Another benefit for having an admin password: If a brute-force hack is attempted, only the user PIN is deleted. The admin PIN can be used to unlock the contents of the drive.
The admin can also delete all files from the drive without unlocking the drive and without losing the admin password. Admins can also set the drive to read-only mode for all users.
For all users, the drive can also be set to lock itself after a certain amount of idle time if it’s still plugged into your computer.
The drive comes in various forms — SSD or traditional HDD — though I wouldn’t recommend anyone go with anything less than solid-state unless you’re absolutely strapped for cash because of the fragile nature of HDDs. One hard bump or unfortunate drop onto the floor could instantly make the drive useless even if you’ve got an admin password.
If you have to get the HDD version, get yourself an EVA shockproof splash-resistant carrying case. In fact, get the case even if you’re getting the SSD version because it will keep your cables and a SecureDrive BT — if you have one — all in one convenient little pouch.
The smallest solid-state version is the 250GB KP that sells on SecureDrive’s website for $309. The most expensive is the 8TB, which sells for $3,629. In comparison, the smallest HDD is the 1TB KP that sells for $275. A 5TB KP in HDD form sells for $549.
At $385 for the 500GB SSD version, the SecureDrive KP might be a little pricey compared to a Samsung EVO 860 1TB drive that’s selling for $99.99 on Best Buy’s website. With an Insignia hard drive enclosure priced at $29.99, you’re getting twice the size with the Samsung drive for almost a third of the price if you’re looking strictly at gigabytes per dollar.
And that’s if you’re assuming the hard drive inside the SecureDrive KP is comparable in terms of speed when it comes to writing and reading. To test the KP’s write speed, I copied a 3.34GB video file to the SecureDrive KP and to a Samsung 850 EVO set in an external hard drive dock. To make the data race fair, I used the same USB 3.0 port in the back of my computer for each of the drives.
The SecureDrive KP took a little over 27 seconds to complete the operation. The Samsung 850 EVO beat it by just a couple of seconds.
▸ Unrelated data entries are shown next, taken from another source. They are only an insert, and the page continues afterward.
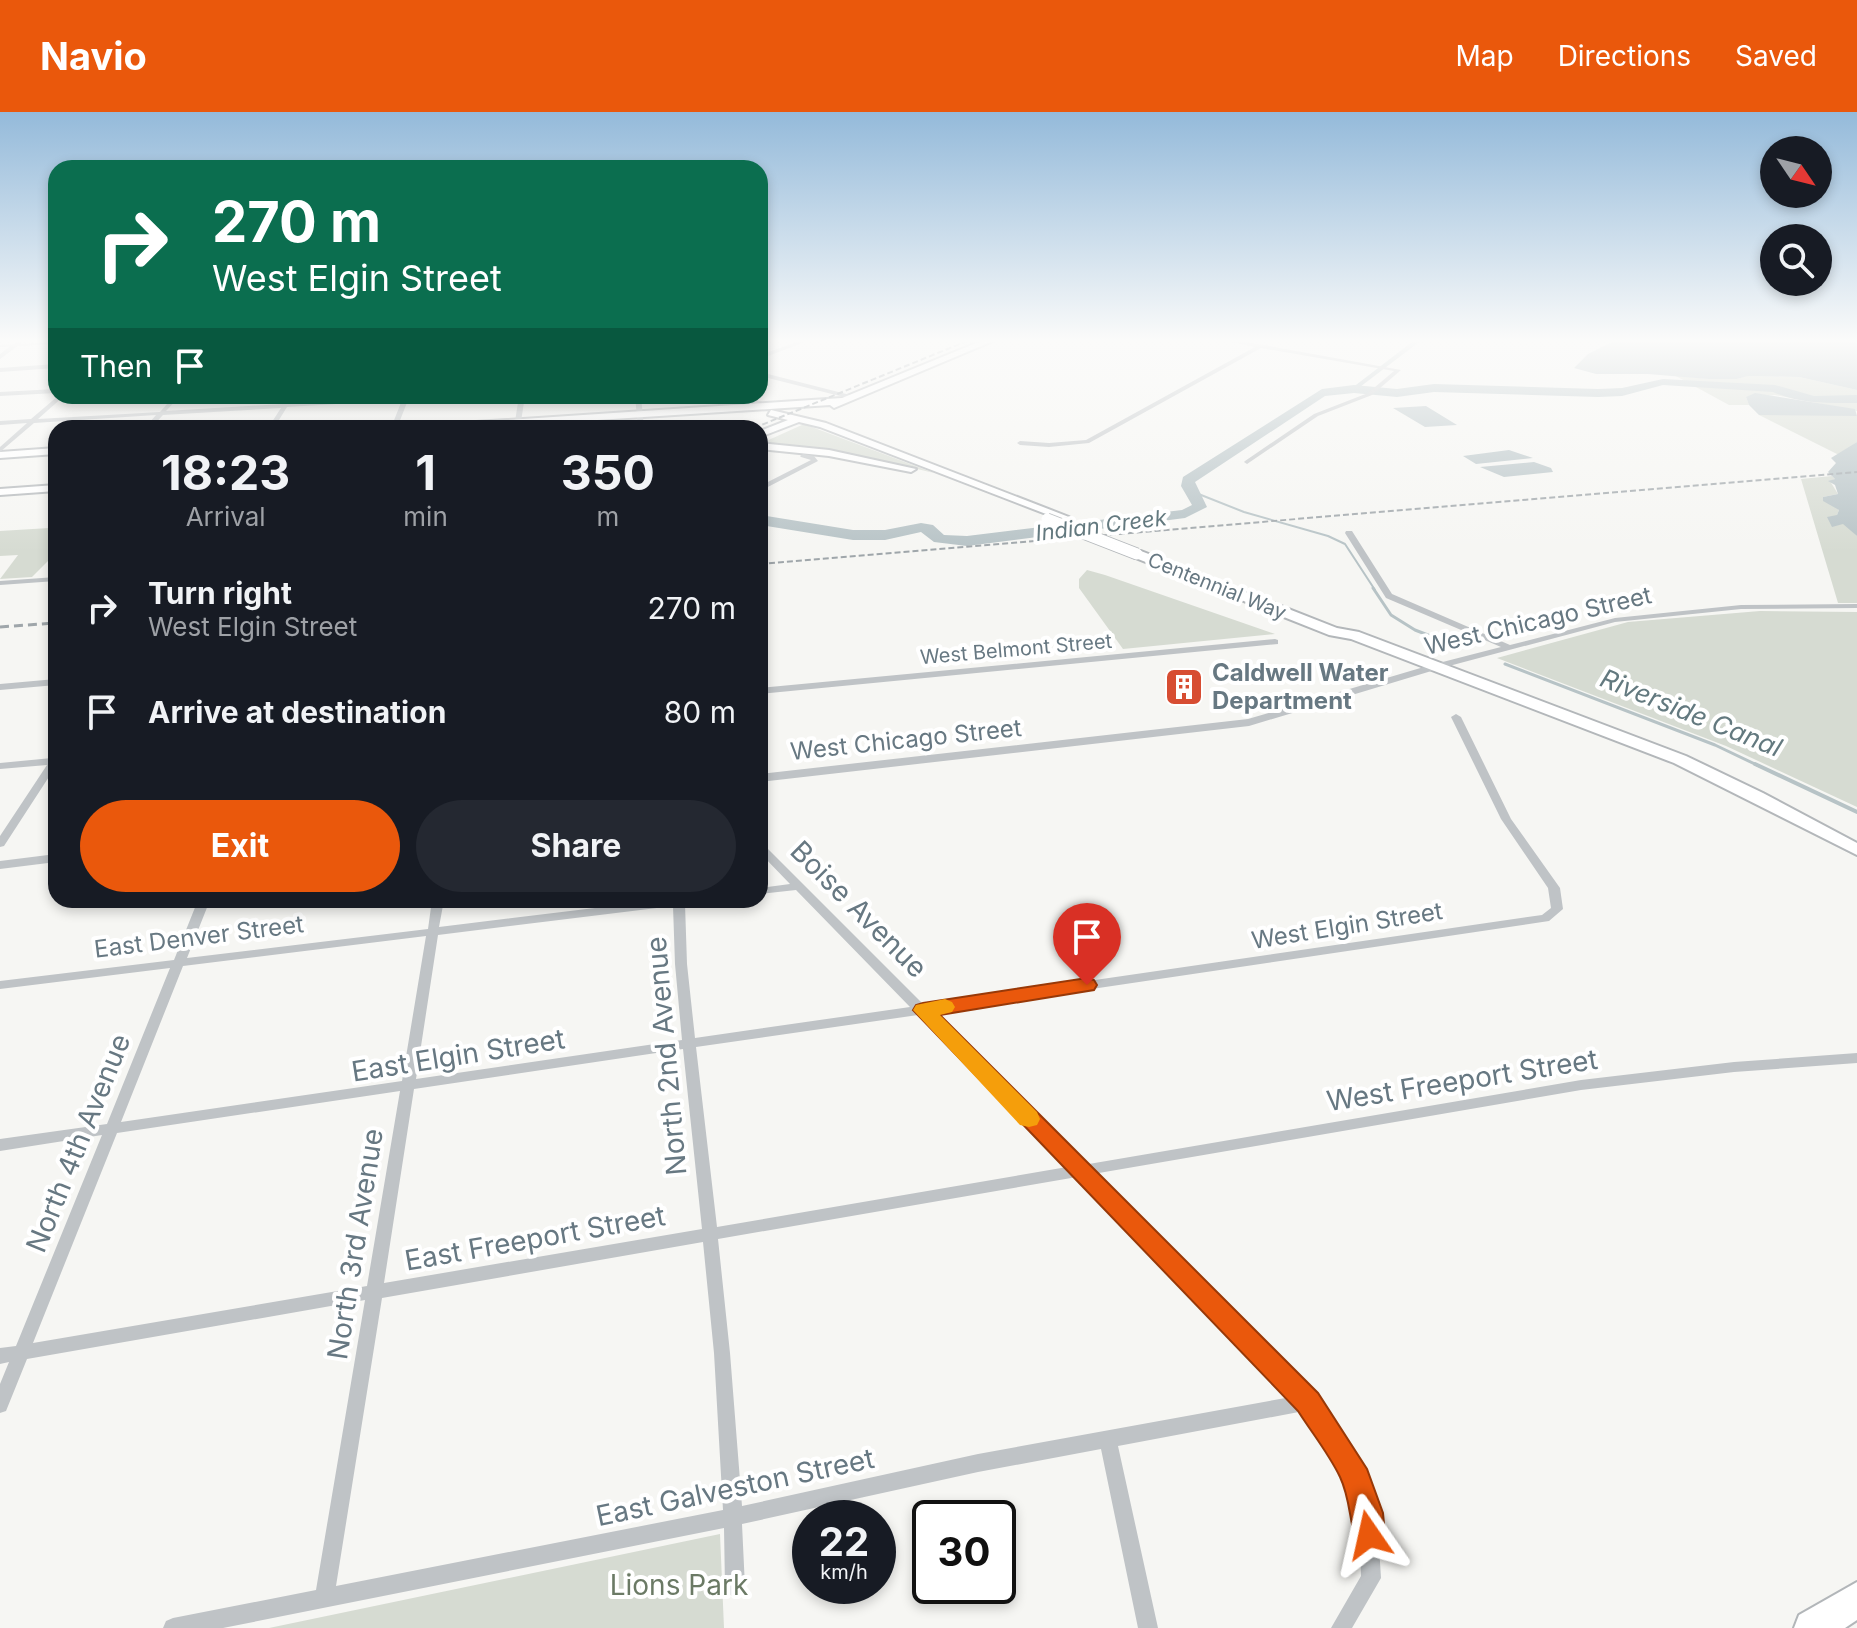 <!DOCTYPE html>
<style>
:root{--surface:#171b24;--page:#242831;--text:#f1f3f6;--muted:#9ea1a6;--accent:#ea580c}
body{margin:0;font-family:Inter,sans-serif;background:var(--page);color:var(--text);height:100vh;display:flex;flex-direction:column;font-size:30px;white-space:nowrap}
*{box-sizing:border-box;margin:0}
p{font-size:26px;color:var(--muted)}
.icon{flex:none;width:44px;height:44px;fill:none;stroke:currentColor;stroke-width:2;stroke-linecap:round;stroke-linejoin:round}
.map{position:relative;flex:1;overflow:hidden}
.side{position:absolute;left:48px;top:308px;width:720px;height:488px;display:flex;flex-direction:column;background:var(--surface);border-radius:24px;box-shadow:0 4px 12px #0003}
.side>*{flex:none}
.banner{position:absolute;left:48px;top:48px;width:720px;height:244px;border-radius:24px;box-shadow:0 4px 12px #0003;background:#0b6e4f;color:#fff;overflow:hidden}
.needle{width:52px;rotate:125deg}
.fabs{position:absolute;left:1760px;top:24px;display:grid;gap:16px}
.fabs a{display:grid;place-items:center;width:72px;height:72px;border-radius:50%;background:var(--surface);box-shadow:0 4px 12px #0003;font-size:40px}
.speed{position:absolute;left:792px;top:1388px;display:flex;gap:16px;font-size:40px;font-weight:700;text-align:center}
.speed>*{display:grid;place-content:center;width:104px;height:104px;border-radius:50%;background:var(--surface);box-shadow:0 4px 12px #0003;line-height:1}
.speed small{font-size:20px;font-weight:400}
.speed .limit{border:4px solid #111;border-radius:12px;background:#fff;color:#111}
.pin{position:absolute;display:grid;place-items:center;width:68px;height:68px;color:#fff;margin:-82px -34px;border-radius:50% 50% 50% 0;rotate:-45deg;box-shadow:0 0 8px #0007}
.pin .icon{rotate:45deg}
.me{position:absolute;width:88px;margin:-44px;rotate:349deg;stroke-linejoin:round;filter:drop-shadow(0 0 6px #0008)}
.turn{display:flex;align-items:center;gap:28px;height:168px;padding:0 32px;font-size:36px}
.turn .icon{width:104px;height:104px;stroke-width:2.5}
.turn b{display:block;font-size:56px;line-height:68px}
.then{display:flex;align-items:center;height:76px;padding:0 32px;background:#0003;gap:16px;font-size:30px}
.eta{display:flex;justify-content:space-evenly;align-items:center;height:136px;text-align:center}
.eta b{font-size:48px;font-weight:700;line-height:56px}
.cta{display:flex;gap:16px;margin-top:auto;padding:16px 32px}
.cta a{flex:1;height:92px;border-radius:48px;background:var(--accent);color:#fff;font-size:32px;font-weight:700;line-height:92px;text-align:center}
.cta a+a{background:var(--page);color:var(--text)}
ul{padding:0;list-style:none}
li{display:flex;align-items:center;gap:24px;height:104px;padding:0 32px}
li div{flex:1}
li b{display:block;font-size:30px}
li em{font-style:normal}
header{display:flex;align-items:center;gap:48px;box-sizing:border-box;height:112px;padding:0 40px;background:var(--accent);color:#fff}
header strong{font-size:38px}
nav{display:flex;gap:44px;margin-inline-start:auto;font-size:28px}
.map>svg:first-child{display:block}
.green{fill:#d6dbd2}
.water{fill:#b7c3c6}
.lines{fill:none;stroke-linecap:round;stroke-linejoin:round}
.stream-far2{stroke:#b7c3c6;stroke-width:2}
.stream-far1{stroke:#b7c3c6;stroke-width:3}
.stream{stroke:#b7c3c6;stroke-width:4}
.canal{fill:#b7c3c6;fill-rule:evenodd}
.river{fill:#b7c3c6;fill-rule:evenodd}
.primary-casing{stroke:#b3b7ba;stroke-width:4}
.motorway-casing{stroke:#b2b6b9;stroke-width:4}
.minor{fill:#bfc3c6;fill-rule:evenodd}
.tertiary{fill:#bfc3c6;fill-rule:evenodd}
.primary{fill:#fff;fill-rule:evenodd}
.motorway{fill:#fff;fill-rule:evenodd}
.rail-far1{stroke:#9fa6aa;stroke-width:2;stroke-dasharray:6 3;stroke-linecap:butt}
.rail{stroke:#9fa6aa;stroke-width:3;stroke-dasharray:9 5;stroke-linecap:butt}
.primary-bridge-casing{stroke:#b3b7ba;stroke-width:13;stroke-linecap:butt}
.primary-bridge{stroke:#fff;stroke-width:11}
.route{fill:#ea580c;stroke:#983908;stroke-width:2}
.slow{fill:#f59e0b}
.labels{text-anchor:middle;stroke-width:8;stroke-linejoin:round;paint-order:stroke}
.far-street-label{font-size:20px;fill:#677882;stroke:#fff}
.far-water-label{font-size:22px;font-style:italic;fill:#63797f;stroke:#fff}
.street-label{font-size:24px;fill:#677882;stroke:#fff}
.poi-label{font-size:24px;font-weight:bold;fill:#677882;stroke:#fff;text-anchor:start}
.water-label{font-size:26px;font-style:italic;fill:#63797f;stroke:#fff}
.near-street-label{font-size:28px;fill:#677882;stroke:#fff}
.near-park-label{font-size:28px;fill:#6b7a65;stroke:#fff}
</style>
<header>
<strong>Navio</strong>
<nav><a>Map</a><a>Directions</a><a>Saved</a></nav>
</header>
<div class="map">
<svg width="1857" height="1516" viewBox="0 0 1857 1516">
<rect width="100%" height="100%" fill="#f6f6f3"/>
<path class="green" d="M1674,263L1708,267H1737L1747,264L1799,265L1857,278V299L1775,283L1746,285L1749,293H1729Z
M1801,301L1857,304V330L1839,343L1759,303Z
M804,312L934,361L858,343L760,332Z
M1832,364L1835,367L1830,369L1838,382L1823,385L1839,398L1837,403L1857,424V491H1838L1801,367Z
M49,416L56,420V441L32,465L0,467L18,443L0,444V419Z
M1087,458L1105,463L1275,522L1123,537L1079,476V467Z
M1760,499L1857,500V695L1726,634L1497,546L1628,510Z
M720,1422L724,1516H269Z"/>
<path class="water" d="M1618,227H1836L1857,231V278L1799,265L1748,264L1737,267H1708L1648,262H1596L1574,256L1588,242Z
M1755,281L1855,297L1857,304L1759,303L1749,293L1746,285Z
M1426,294L1457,313L1425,315L1393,296Z
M1857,330V424L1843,412L1832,415L1827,405L1837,403L1839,398L1823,389V385L1838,382L1835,373L1828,369L1835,367L1828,360L1836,351L1831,346Z
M1509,338L1533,346L1476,352L1463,344Z
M1534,350L1551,356L1553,360L1504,365L1480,355Z"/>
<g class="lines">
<path class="stream-far2" d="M1191,379L1244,400L1328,424L1345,432L1375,478"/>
<path class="stream-far1" d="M1373,476L1391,503L1415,518L1459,535
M1505,552L1715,633L1759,654"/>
<path class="stream" d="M1755,652L1857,700"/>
<path class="canal" d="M1416,227H1423L1356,278H1352V276Z"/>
<path class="river" d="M1663,267L1775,273L1814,284L1857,283V291C1827,291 1801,292 1773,280L1663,273L1622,284L1598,285L1434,280L1397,285L1354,281L1325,284L1195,370L1207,395L1185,406L967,434L934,430L921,420L885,428H853L760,413V403L853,418H885L921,411L933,413L944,423L967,424L1182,398L1192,393L1181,374L1183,365L1322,277L1354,273L1397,277L1434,272L1598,277L1622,276Z"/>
<defs>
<path id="primary" d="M986,227H998L834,296L830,293L474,316H425L430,313L842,286Z
M771,298L826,311L1069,405L1059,407L820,315L799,310L760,325V319L788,308L768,303Z
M760,331L829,338L916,357L911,360L829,344L760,337Z
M56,336V342L0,346V340Z
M56,373V379L0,383V377Z
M1133,439H1141L1337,516L1359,520L1686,644L1763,681L1857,731V743L1674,651L1351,527L1329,523L1133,445Z"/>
<path id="motorway" d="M1857,1470V1508L1845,1516H1794L1799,1503Z"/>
</defs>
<use href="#primary" class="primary-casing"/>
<use href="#motorway" class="motorway-casing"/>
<path class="minor" d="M805,227H813L760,247V243Z
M1217,227H1230L1401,258L1372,283L1318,304L1247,352L1244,350L1245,349L1314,302L1368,281L1394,259L1261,236L1089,331L1049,335L1020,333L1017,331L1020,329L1049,331L1086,328L1255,235Z
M56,230V232L0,235V233Z
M56,252V256L0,260V256Z
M56,277V281L0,284V280Z
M58,284H64L38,307L160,300L174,284H180L166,299L283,292L288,284H294L289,292L404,284H451L448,286L408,288L397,316H391L402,288L287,295L274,316H268L281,296L163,303L151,316H145L156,303L34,311L0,340V335L27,311L0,313V309L31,307Z
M519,284H525L520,316H514Z
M635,284H641L644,316H638Z
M751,284H757L760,295H756Z
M803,342L814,344L818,349L760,379V374L811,348L801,345L800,344Z
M760,387L767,389L768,390L765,392L760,391Z
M1346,419H1352L1392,482L1510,533L1615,506L1741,493L1857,492V496L1741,497L1615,510L1434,558L1431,557V553L1501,535L1386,486L1345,421Z
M56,465V469L0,473V469Z
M1275,527L1278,528V532L760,582V576Z
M56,567V573L0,578V572Z
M1456,602L1461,605L1511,707L1560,776L1563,797L1549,809L931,901L1083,1053L1581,968L1734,950L1857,941V951L1734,960L1581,978L1093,1062L1314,1284L1358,1351L1377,1401L1381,1466L1352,1516H1331L1361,1464L1359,1401L1345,1362L1304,1299L1118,1334L1158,1516H1138L1101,1337L978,1360L742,1412L745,1475L742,1482L735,1485L728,1482L725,1475L724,1416L223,1516H163L166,1509L173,1506L316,1478L365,1188L27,1247L6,1299L0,1301V1272L9,1250L0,1252V1236L16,1234L102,1023L0,1039V1027L107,1012L170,856L0,877V869L174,848L198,788H210L187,846L428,817L432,788H444L439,815L661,788H696L694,790L685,792L687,852L695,926L910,895L796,778L760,782V776L790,772L760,741V732L764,733L924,893L1542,803L1551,796L1548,776L1501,707L1451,605ZM673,794L675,852L682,928L416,967L438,823ZM426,824L402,969L121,1010L183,854ZM918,903L1067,1055L717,1115L696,935ZM683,937L702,1117L384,1171L414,977ZM400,979L367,1174L33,1231L117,1021ZM1077,1065L1291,1285L978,1342L742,1394L730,1241L718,1127ZM703,1130L714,1241L723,1398L336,1474L382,1186Z
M56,644V654L4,734L0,735V724L47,653L0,657V651L52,646Z"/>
<path class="tertiary" d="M20,227H27L0,247V242Z
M760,260L854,284L855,285L852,287L760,264Z
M1434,552L1438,553V557L1249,614L760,670V662L1248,607Z
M56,742V750L0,757V749Z"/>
<use href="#primary" class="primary"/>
<use href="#motorway" class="motorway"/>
<path class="rail-far1" d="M754,316L972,227
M760,452L1857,360"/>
<path class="rail" d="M0,515L56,511"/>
<defs>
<path id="primary-bridge" d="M1047,407L1137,442"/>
</defs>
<use href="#primary-bridge" class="primary-bridge-casing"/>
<use href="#primary-bridge" class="primary-bridge"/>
</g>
<linearGradient id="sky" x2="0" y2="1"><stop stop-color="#94bada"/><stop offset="0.52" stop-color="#fbfbfa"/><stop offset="1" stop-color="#fbfbfa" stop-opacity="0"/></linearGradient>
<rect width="1857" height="440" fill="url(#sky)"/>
<path class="route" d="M1087,866L1094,868L1097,873L1094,878L940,903L1318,1281L1367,1357L1383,1401L1385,1423L1380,1434L1369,1438L1358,1434C1349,1412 1351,1388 1340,1365C1329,1342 1312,1321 1298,1299L913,898L916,893L923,891Z"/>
<path class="slow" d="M945,887L952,890L955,895L952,900L940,903L1037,1000L1040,1007L1037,1013L1029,1015L1020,1013L913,898L916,893Z"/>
<defs>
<symbol id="building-square" viewBox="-11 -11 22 22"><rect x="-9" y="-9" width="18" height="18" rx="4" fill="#d74d32" stroke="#fff"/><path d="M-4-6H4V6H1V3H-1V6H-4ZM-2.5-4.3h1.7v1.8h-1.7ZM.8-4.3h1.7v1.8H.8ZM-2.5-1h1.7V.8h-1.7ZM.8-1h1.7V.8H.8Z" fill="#fff"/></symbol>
</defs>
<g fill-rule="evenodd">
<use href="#building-square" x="1162" y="553" width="44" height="44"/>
</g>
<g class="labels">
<g class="far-street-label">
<text transform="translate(1217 474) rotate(22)" y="7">Centennial Way</text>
<text transform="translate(1016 537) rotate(-5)" y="7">West Belmont Street</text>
</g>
<g class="far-water-label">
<text transform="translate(1101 413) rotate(-7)" y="8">Indian Creek</text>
</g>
<g class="street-label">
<text transform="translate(1538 509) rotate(-13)" y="8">West Chicago Street</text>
<text transform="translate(906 628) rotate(-6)" y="8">West Chicago Street</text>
<text transform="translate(1347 814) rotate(-9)" y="8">West Elgin Street</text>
<text transform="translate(199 825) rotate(-7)" y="8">East Denver Street</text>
</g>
<g class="poi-label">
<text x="1212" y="569">Caldwell Water<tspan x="1212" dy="28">Department</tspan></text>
</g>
<g class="water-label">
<text transform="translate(1691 601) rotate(22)" y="9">Riverside Canal</text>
</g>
<g class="near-street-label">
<text transform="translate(859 797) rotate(45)" y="10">Boise Avenue</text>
<text transform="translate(458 943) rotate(-9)" y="10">East Elgin Street</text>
<text transform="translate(666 944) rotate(-95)" y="10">North 2nd Avenue</text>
<text transform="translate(1462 968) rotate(-9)" y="10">West Freeport Street</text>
<text transform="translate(78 1031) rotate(-68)" y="10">North 4th Avenue</text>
<text transform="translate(535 1126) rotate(-10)" y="10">East Freeport Street</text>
<text transform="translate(355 1132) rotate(-81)" y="10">North 3rd Avenue</text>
<text transform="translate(735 1375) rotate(-12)" y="10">East Galveston Street</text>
</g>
<g class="near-park-label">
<text x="679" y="1483">Lions Park</text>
</g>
</g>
</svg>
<div class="fabs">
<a><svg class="needle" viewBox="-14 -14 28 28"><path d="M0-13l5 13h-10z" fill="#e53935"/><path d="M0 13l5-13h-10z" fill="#9ea1a6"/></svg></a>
<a><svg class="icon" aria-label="search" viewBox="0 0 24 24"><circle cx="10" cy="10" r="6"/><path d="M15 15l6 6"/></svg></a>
</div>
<div class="speed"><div>22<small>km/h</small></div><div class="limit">30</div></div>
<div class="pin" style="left:1087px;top:873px;background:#d93025"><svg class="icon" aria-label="arrive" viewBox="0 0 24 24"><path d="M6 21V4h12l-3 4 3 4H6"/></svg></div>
<svg class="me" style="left:1369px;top:1423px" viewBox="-20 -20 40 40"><path d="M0-17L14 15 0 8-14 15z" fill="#ea580c" stroke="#fff" stroke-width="4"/></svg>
<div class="banner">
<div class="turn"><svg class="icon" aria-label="right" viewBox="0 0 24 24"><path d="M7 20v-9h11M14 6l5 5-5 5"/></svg><div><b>270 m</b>West Elgin Street</div></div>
<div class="then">Then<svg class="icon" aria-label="arrive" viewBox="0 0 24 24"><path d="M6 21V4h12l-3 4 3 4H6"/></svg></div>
</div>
<section class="side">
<div class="eta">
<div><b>18:23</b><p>Arrival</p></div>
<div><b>1</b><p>min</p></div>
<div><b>350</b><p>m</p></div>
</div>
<ul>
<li><svg class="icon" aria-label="right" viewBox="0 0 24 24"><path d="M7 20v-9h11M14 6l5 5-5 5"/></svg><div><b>Turn right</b><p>West Elgin Street</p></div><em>270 m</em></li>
<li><svg class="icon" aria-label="arrive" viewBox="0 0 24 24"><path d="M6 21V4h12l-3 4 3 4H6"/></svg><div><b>Arrive at destination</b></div><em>80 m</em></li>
</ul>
<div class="cta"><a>Exit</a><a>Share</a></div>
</section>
</div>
I then copied the same file from each of the drives back to my computer’s internal hard drive. The Samsung took 12.47 seconds. The KP took 24.4 seconds.
This was by no means a dealbreaker for the KP. Assuming the data security features might be a factor in hampering the speed just a little, I’m actually a bit surprised the KP wasn’t that much slower in terms of write speed. As for read speed, the Samsung 850 EVO was in the 300s for MBs per second while the KP read pretty much as fast it wrote data.
So with that in mind, is the extra $200+ worth it for a permanently portable hard drive with beefy security features? At this price point, I’d have to say it depends on what you’re loading onto the drive.
For professional artists and content creators, store owners, accountants, lawyers, and etc. I would say it is. If you’re the type to carry a solid-state drive, you’re probably carrying a lot of files and some of them might be worth protecting. While the price won’t protect you from losing the drive, you’ll feel safer knowing the drive’s contents won’t see the light of day even if the thief will score a used drive they can repurpose.
If the price were considerably lower, I would recommend it to a broader audience. But at a price point worth several of Samsung’s top solid-state drives at double the size, I can see people choosing value over security.
Again, it will ultimately depend on your use-case scenarios. If you’re loading up some Xbox video games to take over to a friend’s place, you’d be better served getting more gigabytes per dollar.
But if you’re a professional with a budget for technology, this is a should-have because it’s better to be safe and secure than sorry.
This review is based on an review-sample 500GB drive sent to us from the company.